*What the exercise asks*
What number of lines in the records below hold the word "rule"? Give that number alone.

*Provided data*
——————————
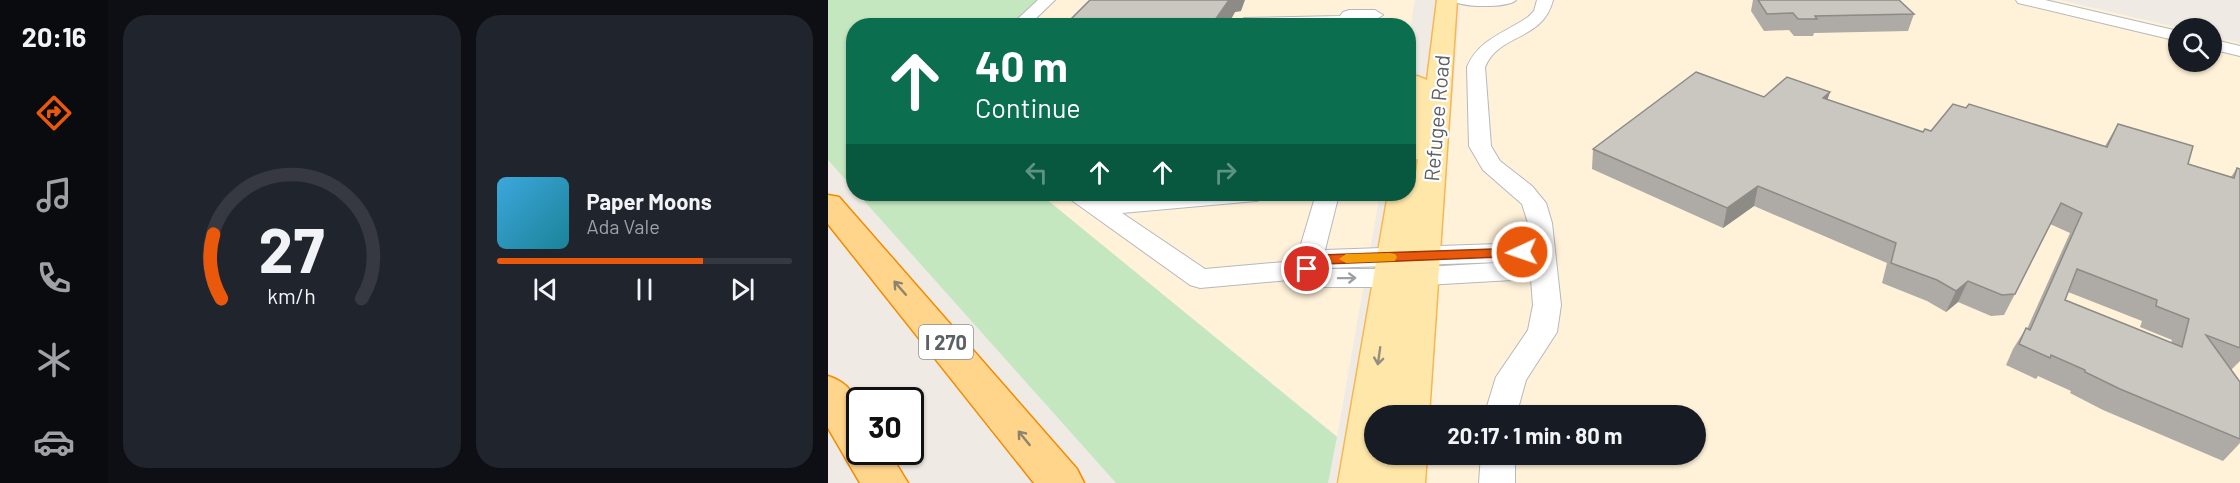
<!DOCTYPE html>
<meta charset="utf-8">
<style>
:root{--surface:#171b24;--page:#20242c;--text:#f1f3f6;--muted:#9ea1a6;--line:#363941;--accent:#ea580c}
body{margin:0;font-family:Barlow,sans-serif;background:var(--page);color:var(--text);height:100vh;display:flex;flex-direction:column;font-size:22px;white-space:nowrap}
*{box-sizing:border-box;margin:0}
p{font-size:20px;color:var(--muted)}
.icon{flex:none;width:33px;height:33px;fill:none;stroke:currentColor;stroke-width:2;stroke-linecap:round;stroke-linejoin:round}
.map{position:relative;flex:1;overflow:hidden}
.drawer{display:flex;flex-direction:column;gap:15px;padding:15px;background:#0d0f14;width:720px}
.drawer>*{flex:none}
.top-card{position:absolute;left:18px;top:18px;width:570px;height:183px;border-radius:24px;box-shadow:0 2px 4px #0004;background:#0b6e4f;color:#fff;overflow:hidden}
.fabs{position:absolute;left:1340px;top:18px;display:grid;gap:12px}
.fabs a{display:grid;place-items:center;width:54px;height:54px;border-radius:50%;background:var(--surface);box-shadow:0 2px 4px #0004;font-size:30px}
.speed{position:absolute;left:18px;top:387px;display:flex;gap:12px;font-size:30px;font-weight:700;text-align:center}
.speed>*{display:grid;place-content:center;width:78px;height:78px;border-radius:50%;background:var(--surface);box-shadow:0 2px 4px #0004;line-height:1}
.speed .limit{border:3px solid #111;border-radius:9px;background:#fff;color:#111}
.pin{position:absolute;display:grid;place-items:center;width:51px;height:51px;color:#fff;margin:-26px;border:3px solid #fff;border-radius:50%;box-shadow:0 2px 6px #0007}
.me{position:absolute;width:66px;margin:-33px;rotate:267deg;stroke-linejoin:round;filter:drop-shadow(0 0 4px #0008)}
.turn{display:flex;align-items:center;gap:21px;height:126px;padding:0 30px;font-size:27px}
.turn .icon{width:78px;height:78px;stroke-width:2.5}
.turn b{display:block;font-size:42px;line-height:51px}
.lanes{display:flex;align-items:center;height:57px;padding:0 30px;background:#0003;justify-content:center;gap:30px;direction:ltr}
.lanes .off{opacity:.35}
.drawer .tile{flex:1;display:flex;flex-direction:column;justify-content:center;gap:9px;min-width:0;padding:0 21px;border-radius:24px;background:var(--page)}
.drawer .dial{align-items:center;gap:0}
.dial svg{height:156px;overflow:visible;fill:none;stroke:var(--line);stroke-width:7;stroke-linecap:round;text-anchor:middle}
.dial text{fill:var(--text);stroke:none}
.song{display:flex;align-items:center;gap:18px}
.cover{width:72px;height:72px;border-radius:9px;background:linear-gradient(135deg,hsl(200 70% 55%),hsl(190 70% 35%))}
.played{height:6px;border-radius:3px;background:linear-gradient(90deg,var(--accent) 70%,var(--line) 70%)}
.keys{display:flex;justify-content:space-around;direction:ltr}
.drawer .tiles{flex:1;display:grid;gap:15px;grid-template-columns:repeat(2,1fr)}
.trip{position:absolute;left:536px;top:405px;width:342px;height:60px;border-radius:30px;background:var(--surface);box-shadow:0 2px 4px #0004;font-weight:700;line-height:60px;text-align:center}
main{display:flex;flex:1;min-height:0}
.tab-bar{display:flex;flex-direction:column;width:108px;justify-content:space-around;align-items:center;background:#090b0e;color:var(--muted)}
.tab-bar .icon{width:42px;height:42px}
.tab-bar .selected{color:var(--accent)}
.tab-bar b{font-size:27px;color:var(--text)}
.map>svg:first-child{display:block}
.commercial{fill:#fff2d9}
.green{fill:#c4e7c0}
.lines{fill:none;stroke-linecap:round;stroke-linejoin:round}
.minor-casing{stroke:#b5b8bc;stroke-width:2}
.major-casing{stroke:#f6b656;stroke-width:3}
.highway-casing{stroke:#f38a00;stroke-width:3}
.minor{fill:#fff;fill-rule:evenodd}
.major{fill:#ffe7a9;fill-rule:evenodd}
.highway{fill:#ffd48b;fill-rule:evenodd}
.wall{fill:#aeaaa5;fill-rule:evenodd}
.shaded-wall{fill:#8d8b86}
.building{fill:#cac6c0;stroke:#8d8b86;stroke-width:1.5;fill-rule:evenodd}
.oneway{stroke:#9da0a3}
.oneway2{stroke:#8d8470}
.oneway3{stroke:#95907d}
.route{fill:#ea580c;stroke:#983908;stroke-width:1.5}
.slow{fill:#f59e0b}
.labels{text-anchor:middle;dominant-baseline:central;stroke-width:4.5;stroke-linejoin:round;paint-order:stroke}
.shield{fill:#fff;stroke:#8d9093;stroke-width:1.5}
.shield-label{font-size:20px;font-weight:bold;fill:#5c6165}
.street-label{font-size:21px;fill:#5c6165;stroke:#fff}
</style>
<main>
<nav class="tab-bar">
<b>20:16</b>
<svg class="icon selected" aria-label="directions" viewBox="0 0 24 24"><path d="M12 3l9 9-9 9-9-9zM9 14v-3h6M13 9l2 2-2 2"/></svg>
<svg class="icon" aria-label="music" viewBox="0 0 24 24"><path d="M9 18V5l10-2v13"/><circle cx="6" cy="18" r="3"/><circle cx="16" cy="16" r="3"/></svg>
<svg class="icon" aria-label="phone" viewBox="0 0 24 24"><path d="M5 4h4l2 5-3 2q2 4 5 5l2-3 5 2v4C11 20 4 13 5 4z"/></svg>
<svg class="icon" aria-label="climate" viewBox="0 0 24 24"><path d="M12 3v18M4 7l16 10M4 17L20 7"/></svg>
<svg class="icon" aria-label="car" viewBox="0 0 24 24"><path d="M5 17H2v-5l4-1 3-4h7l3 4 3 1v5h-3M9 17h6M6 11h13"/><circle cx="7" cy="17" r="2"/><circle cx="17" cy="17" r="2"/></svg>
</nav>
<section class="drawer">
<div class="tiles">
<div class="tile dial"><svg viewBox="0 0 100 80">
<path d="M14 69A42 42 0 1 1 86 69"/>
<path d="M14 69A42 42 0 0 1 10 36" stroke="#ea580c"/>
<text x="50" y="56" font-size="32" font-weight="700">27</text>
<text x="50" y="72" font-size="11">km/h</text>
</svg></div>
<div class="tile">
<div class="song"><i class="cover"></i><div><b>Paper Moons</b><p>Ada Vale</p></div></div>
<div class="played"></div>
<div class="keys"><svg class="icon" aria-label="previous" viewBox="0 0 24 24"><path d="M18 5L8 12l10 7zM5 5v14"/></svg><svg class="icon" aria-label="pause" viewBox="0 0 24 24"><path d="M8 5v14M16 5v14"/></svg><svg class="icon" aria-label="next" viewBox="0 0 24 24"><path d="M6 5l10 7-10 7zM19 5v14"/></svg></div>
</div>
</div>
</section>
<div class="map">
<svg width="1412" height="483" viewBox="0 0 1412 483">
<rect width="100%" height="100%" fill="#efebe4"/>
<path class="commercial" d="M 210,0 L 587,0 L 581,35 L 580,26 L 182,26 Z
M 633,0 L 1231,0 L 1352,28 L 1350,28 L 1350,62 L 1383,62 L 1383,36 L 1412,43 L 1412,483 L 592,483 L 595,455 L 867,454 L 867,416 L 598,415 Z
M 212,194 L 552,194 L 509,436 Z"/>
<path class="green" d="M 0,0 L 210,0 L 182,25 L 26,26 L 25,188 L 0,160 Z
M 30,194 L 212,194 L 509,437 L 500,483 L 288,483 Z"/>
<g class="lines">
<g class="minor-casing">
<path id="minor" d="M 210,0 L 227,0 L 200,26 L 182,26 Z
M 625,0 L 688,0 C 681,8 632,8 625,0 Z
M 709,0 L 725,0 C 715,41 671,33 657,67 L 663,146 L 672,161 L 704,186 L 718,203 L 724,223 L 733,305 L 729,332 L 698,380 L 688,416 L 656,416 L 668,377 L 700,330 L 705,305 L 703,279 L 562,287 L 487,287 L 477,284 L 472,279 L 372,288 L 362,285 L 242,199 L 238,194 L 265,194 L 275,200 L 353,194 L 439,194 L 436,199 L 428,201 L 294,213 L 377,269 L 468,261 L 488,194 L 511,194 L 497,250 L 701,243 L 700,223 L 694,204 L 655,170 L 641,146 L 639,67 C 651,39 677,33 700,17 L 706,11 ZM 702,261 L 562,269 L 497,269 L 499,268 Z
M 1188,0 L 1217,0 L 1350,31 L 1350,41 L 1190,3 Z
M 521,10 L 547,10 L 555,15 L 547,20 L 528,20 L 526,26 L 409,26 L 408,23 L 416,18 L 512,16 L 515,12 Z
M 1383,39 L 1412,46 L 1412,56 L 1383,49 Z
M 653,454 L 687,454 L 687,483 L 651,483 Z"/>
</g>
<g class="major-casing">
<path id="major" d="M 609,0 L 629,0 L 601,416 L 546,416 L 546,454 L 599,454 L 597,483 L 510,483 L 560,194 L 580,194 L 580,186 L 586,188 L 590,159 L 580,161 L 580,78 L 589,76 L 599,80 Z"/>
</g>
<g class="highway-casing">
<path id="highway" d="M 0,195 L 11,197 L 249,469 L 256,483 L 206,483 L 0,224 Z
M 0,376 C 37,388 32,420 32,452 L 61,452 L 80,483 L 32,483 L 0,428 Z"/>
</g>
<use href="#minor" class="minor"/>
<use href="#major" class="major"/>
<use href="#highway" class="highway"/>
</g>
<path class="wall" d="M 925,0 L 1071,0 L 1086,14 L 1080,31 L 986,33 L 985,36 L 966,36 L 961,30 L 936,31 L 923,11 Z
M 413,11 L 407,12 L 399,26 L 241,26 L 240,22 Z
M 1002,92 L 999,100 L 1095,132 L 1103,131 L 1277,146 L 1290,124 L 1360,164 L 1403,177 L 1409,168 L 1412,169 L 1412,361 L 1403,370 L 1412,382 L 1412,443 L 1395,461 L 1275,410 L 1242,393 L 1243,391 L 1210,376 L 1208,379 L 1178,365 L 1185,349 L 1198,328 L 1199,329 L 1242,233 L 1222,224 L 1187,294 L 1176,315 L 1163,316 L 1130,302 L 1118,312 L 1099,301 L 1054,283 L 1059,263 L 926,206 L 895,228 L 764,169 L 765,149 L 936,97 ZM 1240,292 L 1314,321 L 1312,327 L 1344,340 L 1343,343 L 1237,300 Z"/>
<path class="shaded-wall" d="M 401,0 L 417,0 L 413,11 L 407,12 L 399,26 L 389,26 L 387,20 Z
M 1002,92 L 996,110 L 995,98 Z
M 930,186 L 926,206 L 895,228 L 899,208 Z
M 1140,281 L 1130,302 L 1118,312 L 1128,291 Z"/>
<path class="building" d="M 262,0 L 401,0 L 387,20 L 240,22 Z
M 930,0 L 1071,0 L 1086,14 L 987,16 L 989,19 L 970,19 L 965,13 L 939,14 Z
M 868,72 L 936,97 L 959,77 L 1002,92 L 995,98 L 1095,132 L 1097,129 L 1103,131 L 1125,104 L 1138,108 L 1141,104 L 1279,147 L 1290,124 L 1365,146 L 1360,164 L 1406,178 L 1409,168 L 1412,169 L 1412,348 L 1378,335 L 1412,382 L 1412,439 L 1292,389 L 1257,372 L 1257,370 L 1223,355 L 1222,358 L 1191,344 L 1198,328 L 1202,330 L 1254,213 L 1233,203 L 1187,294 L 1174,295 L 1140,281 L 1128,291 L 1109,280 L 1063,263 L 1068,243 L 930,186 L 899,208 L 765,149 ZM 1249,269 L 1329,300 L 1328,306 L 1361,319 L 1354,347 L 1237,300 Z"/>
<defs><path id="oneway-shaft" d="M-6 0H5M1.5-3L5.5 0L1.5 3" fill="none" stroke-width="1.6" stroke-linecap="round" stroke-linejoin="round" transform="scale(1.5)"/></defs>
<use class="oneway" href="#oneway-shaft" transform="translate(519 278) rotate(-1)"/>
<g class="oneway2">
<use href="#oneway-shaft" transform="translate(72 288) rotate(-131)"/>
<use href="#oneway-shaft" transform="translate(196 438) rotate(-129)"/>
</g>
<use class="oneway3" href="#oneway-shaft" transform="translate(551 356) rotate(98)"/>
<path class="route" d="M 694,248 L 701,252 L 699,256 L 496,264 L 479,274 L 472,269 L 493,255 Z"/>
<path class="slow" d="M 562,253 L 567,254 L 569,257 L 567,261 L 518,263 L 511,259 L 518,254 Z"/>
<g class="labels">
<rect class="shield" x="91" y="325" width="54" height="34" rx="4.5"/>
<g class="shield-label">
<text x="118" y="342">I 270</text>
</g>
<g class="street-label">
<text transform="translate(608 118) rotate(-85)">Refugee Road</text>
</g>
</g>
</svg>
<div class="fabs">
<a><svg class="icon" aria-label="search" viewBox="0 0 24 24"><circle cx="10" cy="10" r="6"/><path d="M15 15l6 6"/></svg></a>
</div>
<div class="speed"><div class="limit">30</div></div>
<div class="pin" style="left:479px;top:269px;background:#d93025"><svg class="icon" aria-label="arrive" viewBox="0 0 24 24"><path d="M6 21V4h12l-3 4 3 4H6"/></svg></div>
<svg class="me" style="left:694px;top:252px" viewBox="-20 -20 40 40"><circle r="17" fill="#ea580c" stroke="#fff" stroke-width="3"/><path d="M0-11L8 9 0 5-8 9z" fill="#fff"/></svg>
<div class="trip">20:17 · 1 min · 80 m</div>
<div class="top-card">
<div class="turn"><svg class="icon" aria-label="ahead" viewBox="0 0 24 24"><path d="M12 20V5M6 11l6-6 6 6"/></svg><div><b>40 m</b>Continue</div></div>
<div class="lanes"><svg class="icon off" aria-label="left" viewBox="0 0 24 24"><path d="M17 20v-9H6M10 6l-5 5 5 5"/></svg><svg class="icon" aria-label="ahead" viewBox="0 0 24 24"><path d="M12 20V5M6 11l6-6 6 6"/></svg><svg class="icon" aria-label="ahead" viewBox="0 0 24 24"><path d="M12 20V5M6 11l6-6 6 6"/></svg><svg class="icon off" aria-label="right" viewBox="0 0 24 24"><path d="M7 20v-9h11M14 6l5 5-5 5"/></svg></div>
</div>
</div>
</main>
——————————
*Exercise answer*
5